Menurut Jassin dalam pengantar buku Manfaluthi yang akhirnya diterjemahkan sebagai Magdalena (1963), ”Memang ada kemiripan plot, ada pikiran- pikiran dan gagasan-gagasan yang mengingatkan kepada Magdalena, tetapi ada pengungkapan sendiri, pengalaman sendiri, permasalahan sendiri. Sekiranya ada niat pada Hamka untuk menyadur Magdalena Manfaluthi, kepandaiannya melukiskan lingkungan masyarakat dan menggambarkan alam serta manusianya, kemahirannya melukiskan seluk-beluk adat istiadat serta keahliannya membentangkan latar belakang sejarah masyarakat Islam di Minangkabau, mengangkat ceritanya itu jadi ciptaan Hamka sendiri….” Ditambahkannya, ”Anasir pengalaman sendiri dan pengungkapan sendiri demikian kuat, hingga tak dapat orang bicara tentang jiplakan, kecuali kalau tiap hasil pengaruh mau dianggap jiplakan.

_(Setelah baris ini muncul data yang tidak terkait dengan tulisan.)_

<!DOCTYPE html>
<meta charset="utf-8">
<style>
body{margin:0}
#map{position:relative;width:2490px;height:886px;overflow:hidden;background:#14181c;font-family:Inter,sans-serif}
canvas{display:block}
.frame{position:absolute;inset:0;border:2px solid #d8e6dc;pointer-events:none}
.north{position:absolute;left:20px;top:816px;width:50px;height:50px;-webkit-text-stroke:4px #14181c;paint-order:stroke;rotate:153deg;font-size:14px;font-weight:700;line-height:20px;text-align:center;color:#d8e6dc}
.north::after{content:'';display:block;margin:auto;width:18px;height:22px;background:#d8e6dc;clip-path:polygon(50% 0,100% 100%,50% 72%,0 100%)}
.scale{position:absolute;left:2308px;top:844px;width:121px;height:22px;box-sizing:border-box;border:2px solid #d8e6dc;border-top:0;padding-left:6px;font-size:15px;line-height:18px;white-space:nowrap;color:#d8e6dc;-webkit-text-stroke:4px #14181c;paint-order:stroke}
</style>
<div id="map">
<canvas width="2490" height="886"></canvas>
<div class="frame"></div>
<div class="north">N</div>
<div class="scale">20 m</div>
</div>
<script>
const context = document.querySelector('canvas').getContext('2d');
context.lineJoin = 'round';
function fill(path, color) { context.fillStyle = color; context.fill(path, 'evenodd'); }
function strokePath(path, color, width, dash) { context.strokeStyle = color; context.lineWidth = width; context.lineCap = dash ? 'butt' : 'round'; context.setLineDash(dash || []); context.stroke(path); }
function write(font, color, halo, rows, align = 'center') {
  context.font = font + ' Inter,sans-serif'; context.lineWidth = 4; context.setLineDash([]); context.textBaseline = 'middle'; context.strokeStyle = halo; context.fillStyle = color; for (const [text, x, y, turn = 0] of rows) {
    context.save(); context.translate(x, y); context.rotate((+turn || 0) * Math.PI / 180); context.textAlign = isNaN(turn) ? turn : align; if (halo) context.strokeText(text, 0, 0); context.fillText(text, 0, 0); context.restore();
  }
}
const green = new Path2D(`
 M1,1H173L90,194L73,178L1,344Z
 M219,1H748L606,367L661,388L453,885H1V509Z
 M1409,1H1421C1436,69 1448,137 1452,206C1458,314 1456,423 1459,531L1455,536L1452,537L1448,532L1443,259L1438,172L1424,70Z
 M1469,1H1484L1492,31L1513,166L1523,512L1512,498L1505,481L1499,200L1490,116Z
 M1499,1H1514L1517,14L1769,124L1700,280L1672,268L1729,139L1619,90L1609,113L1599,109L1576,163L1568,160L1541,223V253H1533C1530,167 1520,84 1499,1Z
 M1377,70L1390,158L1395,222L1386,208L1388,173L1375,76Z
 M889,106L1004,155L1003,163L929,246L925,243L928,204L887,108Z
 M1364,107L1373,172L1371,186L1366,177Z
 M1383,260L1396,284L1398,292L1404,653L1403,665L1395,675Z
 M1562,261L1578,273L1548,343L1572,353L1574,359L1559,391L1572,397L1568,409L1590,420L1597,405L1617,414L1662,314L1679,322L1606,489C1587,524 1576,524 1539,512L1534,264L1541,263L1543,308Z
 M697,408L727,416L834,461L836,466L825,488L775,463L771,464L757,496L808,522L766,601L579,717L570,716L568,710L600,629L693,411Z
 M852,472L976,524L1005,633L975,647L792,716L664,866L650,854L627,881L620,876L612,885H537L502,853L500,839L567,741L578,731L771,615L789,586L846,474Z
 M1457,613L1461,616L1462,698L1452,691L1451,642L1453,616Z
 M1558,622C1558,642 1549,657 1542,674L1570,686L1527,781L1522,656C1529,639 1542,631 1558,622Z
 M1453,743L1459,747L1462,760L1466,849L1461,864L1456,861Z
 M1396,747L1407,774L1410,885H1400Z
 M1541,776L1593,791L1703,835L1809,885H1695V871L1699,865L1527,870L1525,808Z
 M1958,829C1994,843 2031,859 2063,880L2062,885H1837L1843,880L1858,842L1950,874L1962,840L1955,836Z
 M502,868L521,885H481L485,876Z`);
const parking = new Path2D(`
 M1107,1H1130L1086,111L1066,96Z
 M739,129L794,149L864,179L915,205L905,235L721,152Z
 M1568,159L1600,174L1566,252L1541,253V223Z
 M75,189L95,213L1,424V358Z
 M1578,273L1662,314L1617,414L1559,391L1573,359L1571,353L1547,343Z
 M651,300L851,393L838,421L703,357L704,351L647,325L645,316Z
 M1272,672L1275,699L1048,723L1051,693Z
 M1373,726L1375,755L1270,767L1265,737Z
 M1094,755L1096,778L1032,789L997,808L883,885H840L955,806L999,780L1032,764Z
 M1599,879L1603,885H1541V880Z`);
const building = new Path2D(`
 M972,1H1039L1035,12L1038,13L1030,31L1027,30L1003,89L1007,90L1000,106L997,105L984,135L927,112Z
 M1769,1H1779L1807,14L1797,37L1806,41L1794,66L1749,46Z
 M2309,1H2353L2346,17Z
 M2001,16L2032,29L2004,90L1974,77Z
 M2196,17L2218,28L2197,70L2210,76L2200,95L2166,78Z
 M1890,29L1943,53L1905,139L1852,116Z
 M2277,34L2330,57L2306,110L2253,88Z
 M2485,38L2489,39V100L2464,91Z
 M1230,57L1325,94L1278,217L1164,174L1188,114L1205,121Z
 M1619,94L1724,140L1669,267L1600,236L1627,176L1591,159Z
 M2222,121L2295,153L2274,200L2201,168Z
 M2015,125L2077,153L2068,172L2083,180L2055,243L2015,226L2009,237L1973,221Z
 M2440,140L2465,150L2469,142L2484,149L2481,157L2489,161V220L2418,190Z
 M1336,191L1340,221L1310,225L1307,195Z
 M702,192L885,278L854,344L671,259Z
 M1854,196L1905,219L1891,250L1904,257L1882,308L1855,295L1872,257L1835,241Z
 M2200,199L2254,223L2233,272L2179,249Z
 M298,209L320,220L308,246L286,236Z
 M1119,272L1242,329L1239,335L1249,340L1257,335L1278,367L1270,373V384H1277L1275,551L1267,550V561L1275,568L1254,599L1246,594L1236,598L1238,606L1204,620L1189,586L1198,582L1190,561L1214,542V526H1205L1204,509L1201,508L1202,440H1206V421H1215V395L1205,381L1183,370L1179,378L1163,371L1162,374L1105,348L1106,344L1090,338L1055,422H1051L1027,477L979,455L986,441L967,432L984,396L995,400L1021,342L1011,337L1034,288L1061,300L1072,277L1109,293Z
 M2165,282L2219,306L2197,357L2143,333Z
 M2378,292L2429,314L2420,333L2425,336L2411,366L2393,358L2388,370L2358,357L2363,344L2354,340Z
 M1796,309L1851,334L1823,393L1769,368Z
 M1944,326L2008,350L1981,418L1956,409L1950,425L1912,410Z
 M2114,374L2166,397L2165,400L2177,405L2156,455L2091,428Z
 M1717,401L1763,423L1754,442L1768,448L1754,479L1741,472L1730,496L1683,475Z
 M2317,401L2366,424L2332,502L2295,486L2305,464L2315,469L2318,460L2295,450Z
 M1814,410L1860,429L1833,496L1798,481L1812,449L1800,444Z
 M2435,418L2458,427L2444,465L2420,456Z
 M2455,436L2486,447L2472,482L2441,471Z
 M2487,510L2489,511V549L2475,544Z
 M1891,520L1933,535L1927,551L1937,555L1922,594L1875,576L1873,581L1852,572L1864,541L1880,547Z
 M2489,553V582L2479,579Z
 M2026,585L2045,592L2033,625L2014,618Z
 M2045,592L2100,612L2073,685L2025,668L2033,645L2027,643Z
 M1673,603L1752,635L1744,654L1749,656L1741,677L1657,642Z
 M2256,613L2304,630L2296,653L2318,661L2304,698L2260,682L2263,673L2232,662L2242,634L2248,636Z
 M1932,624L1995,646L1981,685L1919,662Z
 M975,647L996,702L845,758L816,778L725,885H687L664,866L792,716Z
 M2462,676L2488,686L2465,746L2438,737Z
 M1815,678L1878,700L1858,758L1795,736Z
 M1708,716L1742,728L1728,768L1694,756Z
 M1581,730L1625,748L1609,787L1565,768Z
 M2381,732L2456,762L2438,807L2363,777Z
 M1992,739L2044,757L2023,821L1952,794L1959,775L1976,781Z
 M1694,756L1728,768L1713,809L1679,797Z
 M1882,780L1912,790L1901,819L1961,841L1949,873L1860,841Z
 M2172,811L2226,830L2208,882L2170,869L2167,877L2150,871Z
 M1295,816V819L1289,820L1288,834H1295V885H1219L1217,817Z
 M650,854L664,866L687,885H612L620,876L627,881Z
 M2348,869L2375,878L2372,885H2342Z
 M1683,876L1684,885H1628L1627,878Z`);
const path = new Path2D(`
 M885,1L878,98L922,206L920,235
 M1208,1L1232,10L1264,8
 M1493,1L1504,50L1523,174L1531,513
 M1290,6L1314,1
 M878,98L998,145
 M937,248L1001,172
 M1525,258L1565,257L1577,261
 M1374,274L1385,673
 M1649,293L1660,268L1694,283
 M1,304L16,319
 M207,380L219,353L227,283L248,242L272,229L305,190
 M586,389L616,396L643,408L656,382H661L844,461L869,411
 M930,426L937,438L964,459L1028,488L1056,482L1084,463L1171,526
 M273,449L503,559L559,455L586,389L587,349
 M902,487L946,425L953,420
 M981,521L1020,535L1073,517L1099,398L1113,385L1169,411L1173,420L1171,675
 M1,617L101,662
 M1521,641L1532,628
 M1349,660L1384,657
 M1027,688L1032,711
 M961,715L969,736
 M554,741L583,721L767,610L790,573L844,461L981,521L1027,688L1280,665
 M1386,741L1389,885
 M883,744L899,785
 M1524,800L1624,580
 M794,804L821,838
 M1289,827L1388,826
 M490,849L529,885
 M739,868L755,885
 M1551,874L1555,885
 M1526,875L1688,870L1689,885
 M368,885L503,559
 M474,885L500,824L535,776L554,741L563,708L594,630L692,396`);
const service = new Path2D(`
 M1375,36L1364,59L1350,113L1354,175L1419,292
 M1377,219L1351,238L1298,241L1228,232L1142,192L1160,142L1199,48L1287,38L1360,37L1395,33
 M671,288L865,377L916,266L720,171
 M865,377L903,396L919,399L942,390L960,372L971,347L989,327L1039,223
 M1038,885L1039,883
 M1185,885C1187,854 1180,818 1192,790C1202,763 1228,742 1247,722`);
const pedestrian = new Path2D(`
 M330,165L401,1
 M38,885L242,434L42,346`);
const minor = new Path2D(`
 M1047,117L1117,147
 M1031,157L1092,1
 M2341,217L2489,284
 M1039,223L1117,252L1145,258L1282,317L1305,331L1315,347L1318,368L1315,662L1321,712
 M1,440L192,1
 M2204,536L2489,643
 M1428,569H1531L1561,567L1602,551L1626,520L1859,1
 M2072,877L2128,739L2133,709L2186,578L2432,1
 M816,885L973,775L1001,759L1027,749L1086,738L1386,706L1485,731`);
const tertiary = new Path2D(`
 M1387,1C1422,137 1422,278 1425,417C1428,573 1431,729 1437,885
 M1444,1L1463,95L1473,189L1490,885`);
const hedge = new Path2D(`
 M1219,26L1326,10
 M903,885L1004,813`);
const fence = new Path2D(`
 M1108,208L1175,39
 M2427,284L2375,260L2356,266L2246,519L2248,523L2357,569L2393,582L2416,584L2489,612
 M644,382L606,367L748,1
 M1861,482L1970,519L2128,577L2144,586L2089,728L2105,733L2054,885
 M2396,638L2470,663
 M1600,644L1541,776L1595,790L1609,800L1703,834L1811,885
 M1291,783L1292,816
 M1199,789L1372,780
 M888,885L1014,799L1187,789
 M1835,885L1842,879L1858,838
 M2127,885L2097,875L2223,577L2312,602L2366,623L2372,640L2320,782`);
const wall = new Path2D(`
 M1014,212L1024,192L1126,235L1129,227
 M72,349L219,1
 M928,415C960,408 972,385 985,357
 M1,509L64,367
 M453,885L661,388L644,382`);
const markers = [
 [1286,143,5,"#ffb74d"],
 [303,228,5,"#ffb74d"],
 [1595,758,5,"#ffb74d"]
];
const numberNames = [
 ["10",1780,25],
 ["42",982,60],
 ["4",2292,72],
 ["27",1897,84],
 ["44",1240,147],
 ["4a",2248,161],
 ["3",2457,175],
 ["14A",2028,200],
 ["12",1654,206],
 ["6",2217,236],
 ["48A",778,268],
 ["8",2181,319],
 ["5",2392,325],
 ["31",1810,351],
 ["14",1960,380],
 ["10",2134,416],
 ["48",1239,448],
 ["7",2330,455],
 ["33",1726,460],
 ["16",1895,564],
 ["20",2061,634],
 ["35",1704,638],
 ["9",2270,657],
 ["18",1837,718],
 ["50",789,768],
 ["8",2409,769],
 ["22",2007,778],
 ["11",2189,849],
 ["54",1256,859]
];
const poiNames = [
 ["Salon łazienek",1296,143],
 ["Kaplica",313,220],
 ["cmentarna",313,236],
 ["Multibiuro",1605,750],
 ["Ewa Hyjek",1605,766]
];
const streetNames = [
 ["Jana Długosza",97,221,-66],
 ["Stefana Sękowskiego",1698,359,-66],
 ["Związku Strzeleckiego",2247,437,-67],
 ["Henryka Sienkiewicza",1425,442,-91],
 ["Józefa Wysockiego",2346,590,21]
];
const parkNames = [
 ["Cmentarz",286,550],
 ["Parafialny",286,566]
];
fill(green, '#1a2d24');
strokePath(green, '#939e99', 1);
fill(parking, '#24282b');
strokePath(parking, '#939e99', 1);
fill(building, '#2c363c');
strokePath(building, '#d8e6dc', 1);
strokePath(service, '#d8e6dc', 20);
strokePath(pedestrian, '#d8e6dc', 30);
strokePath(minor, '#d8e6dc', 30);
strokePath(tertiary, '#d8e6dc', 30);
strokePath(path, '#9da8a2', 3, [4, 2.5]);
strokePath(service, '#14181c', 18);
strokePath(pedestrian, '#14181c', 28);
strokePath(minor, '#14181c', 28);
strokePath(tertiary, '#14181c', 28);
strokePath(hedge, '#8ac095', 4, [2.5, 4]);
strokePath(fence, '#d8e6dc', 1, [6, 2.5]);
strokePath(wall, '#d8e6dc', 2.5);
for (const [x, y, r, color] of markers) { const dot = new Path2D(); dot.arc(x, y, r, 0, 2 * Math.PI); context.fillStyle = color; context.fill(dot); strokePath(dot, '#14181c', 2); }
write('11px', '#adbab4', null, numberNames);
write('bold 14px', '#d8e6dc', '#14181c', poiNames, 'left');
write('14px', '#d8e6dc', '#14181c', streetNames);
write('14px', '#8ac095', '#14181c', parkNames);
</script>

Maka, adalah terlalu gegabah untuk menuduh Hamka plagiat seperti meneriaki tukang copet di Senen.”

Berbeda dengan kasus Chairil, pendapat Jassin kali ini disanggah Umar Junus. Argumen Jassin di atas tidak dianggapnya cukup. ”Dalam hubungan jiplakan yang bersifat saduran, yang perlu diperhatikan ialah adanya persamaan pola dan plot, sedangkan filsafatnya, temanya, bisa saja berbeda. Kami tidak mengetahui dengan pasti apakah memang ada persamaan pola dan plot antara Madjdulin dan Tenggelamnya Kapal Van der Wijck, tapi yang dapat kami katakan, alasan yang digunakan oleh pembelanya dengan menggunakan tema, filsafat, dan sebagainya tidak meyakinkan kami bahwa itu bukan jiplakan. / Penonjolan Jassin yang mengatakan bahwa Tenggelamnya Kapal Van der Wijck mengandung soal adat yang pasti tidak ada pada Madjdulin sulit untuk dipertanggungjawabkan,” tulis Junus. Maka, seperti dapat disaksikan, bukan lagi Hamka yang diserang, melainkan argumen pembelaan Jassin.

Dengan demikian, keberhinggaan wacana telah berkembang, tetapi belum mengubah mitos bahwa kedudukan pengarang adalah ”sakral”, yakni bahwa segala sesuatu yang bersumber daripadanya adalah orisinal atawa ”asli”.

Kepengarangan dan konstruksi sosial

Tahun 2000, yakni 38 tahun setelah polemik yang bersumber kepada satu dalil itu, bahwa kualitas ”kesucian” seorang pengarang terletak kepada orisinalitasnya, muncul buku Hidup Matinya Sang Pengarang yang disunting oleh Toeti Heraty. Isinya, berbagai pemikiran mengenai kepengarangan, yang pada mulanya memang menunjukkan posisi pengarang sebagai sosok genius dan agung, yang difungsikan sebagai sumber pencerahan bagi masyarakatnya, tetapi yang segera disusul dengan munculnya tesis kemandirian teks, menggusur sama sekali maksud dan tujuan pengarang. Maka dalam hal ini pembaca seolah bertiwikrama menjadi Mahapembaca, yang sambil ”membunuh” pengarang mendapat hak sepenuhnya melakukan pembermaknaannya sendiri. Kenapa bisa begitu?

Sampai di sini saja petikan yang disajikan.